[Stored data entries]
= = = =
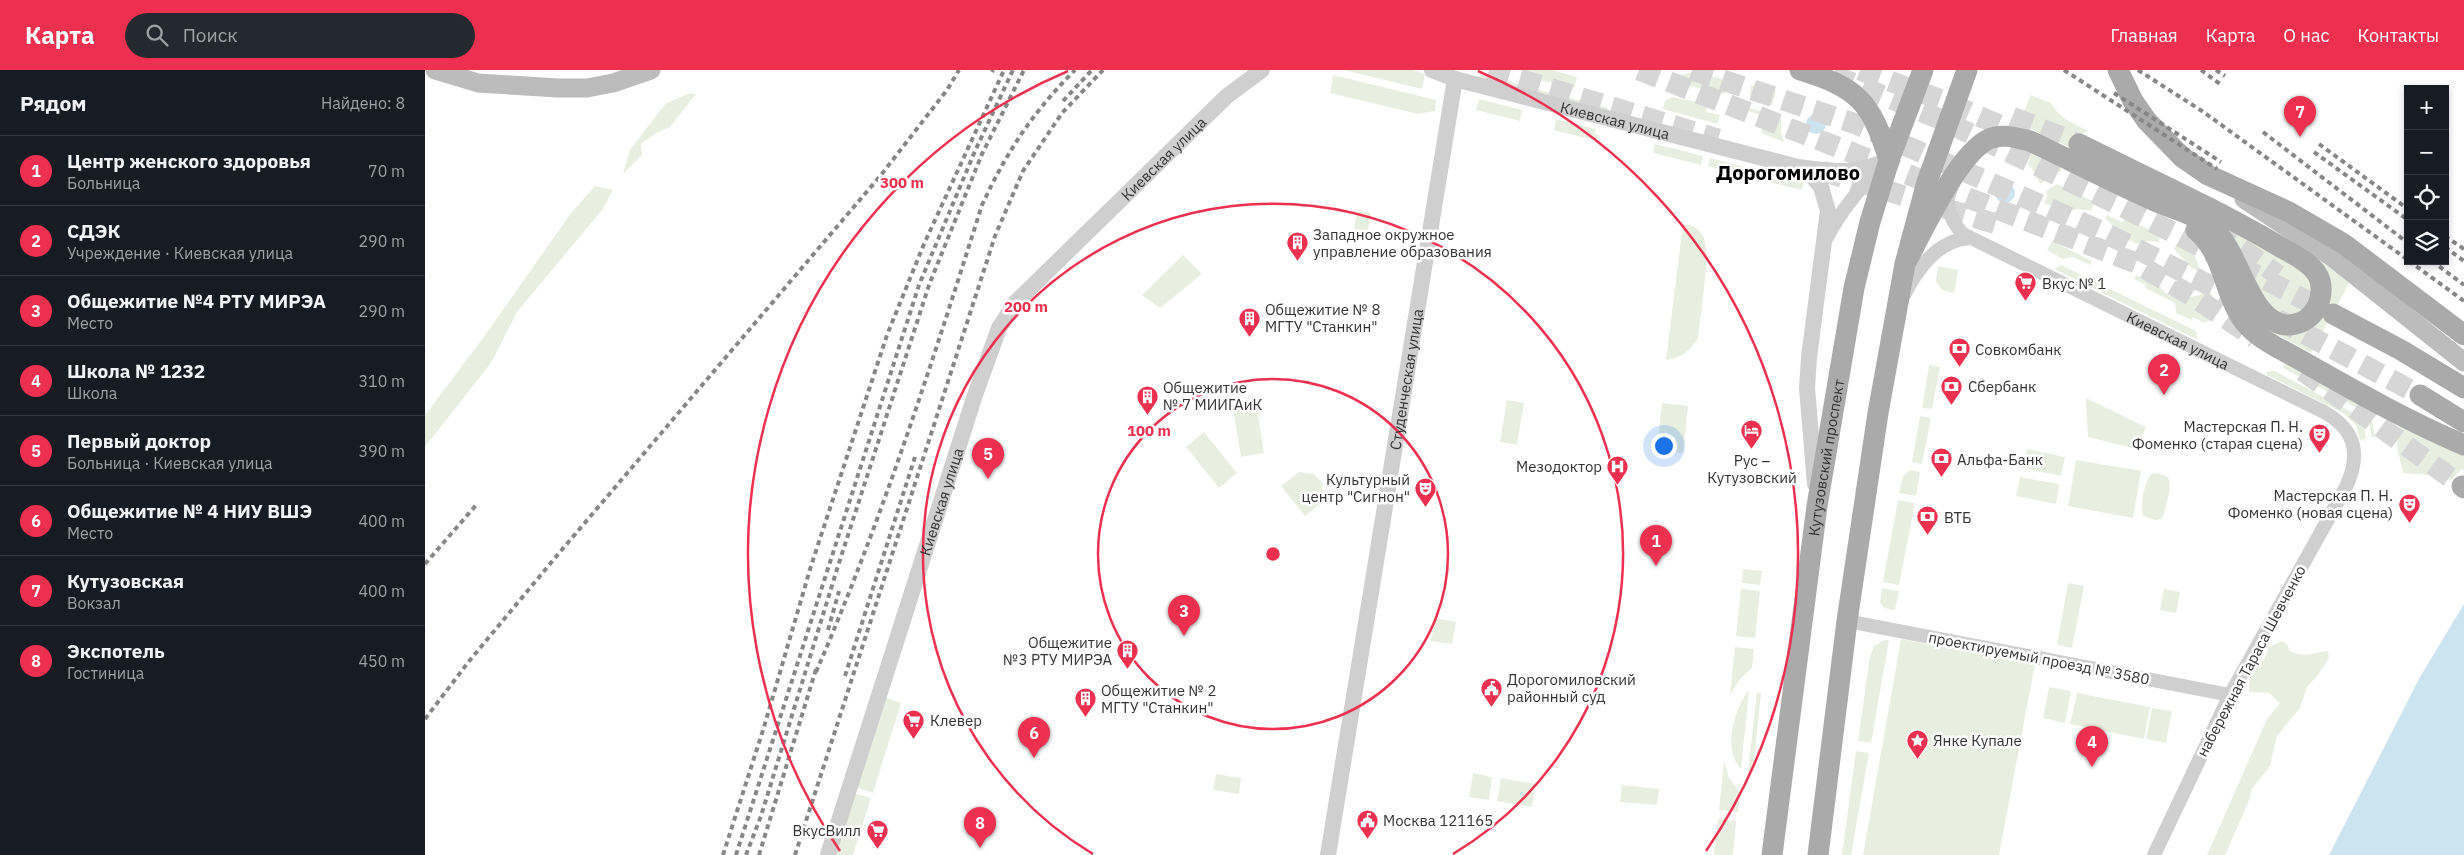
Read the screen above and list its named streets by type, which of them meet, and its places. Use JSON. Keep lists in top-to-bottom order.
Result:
{
  "streets": {
    "main road": ["Кутузовский проспект"],
    "street": [
      "Киевская улица",
      "Студенческая улица",
      "проектируемый проезд № 3580",
      "набережная Тараса Шевченко"
    ]
  },
  "crossings": [
    ["Киевская улица", "Студенческая улица"],
    ["Киевская улица", "Кутузовский проспект"],
    ["Киевская улица", "набережная Тараса Шевченко"],
    ["проектируемый проезд № 3580", "набережная Тараса Шевченко"]
  ],
  "districts": ["Дорогомилово"],
  "places": {
    "building": [
      "Западное окружное управление образования",
      "Общежитие № 8 МГТУ \"Станкин\"",
      "Общежитие № 7 МИИГАиК",
      "Общежитие №3 РТУ МИРЭА",
      "Общежитие № 2 МГТУ \"Станкин\""
    ],
    "supermarket": ["Вкус № 1", "Клевер", "ВкусВилл"],
    "bank": [
      "Совкомбанк",
      "Сбербанк",
      "Альфа-Банк",
      "ВТБ"
    ],
    "hotel": ["Рус – Кутузовский"],
    "theatre": ["Мастерская П. Н. Фоменко (старая сцена)", "Культурный центр \"Сигнон\"", "Мастерская П. Н. Фоменко (новая сцена)"],
    "hospital": ["Мезодоктор"],
    "public building": ["Дорогомиловский районный суд", "Москва 121165"],
    "place": ["Янке Купале"]
  },
  "page": {
    "header": "Карта",
    "search": "Поиск",
    "nav": [
      "Главная",
      "Карта",
      "О нас",
      "Контакты"
    ],
    "heading": ["Рядом", "Найдено: 8"],
    "map_buttons": ["+", "−"],
    "pins": [
      "7",
      "2",
      "5",
      "1",
      "3",
      "6",
      "4",
      "8"
    ],
    "list": [
      {
        "mark": "1",
        "name": "Центр женского здоровья",
        "note": "Больница",
        "value": "70 m"
      },
      {
        "mark": "2",
        "name": "СДЭК",
        "note": "Учреждение · Киевская улица",
        "value": "290 m"
      },
      {
        "mark": "3",
        "name": "Общежитие №4 РТУ МИРЭА",
        "note": "Место",
        "value": "290 m"
      },
      {
        "mark": "4",
        "name": "Школа № 1232",
        "note": "Школа",
        "value": "310 m"
      },
      {
        "mark": "5",
        "name": "Первый доктор",
        "note": "Больница · Киевская улица",
        "value": "390 m"
      },
      {
        "mark": "6",
        "name": "Общежитие № 4 НИУ ВШЭ",
        "note": "Место",
        "value": "400 m"
      },
      {
        "mark": "7",
        "name": "Кутузовская",
        "note": "Вокзал",
        "value": "400 m"
      },
      {
        "mark": "8",
        "name": "Экспотель",
        "note": "Гостиница",
        "value": "450 m"
      }
    ]
  },
  "rings": ["300 m", "200 m", "100 m"]
}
= = = =
• **Problem description**:
Quote all of the entries word for word, omitting any pictures.

• **Task result**:
Read the screen above and list its named streets by type, which of them meet, and its places. Use JSON. Keep lists in top-to-bottom order.
Result:
{
  "streets": {
    "main road": ["Кутузовский проспект"],
    "street": [
      "Киевская улица",
      "Студенческая улица",
      "проектируемый проезд № 3580",
      "набережная Тараса Шевченко"
    ]
  },
  "crossings": [
    ["Киевская улица", "Студенческая улица"],
    ["Киевская улица", "Кутузовский проспект"],
    ["Киевская улица", "набережная Тараса Шевченко"],
    ["проектируемый проезд № 3580", "набережная Тараса Шевченко"]
  ],
  "districts": ["Дорогомилово"],
  "places": {
    "building": [
      "Западное окружное управление образования",
      "Общежитие № 8 МГТУ \"Станкин\"",
      "Общежитие № 7 МИИГАиК",
      "Общежитие №3 РТУ МИРЭА",
      "Общежитие № 2 МГТУ \"Станкин\""
    ],
    "supermarket": ["Вкус № 1", "Клевер", "ВкусВилл"],
    "bank": [
      "Совкомбанк",
      "Сбербанк",
      "Альфа-Банк",
      "ВТБ"
    ],
    "hotel": ["Рус – Кутузовский"],
    "theatre": ["Мастерская П. Н. Фоменко (старая сцена)", "Культурный центр \"Сигнон\"", "Мастерская П. Н. Фоменко (новая сцена)"],
    "hospital": ["Мезодоктор"],
    "public building": ["Дорогомиловский районный суд", "Москва 121165"],
    "place": ["Янке Купале"]
  },
  "page": {
    "header": "Карта",
    "search": "Поиск",
    "nav": [
      "Главная",
      "Карта",
      "О нас",
      "Контакты"
    ],
    "heading": ["Рядом", "Найдено: 8"],
    "map_buttons": ["+", "−"],
    "pins": [
      "7",
      "2",
      "5",
      "1",
      "3",
      "6",
      "4",
      "8"
    ],
    "list": [
      {
        "mark": "1",
        "name": "Центр женского здоровья",
        "note": "Больница",
        "value": "70 m"
      },
      {
        "mark": "2",
        "name": "СДЭК",
        "note": "Учреждение · Киевская улица",
        "value": "290 m"
      },
      {
        "mark": "3",
        "name": "Общежитие №4 РТУ МИРЭА",
        "note": "Место",
        "value": "290 m"
      },
      {
        "mark": "4",
        "name": "Школа № 1232",
        "note": "Школа",
        "value": "310 m"
      },
      {
        "mark": "5",
        "name": "Первый доктор",
        "note": "Больница · Киевская улица",
        "value": "390 m"
      },
      {
        "mark": "6",
        "name": "Общежитие № 4 НИУ ВШЭ",
        "note": "Место",
        "value": "400 m"
      },
      {
        "mark": "7",
        "name": "Кутузовская",
        "note": "Вокзал",
        "value": "400 m"
      },
      {
        "mark": "8",
        "name": "Экспотель",
        "note": "Гостиница",
        "value": "450 m"
      }
    ]
  },
  "rings": ["300 m", "200 m", "100 m"]
}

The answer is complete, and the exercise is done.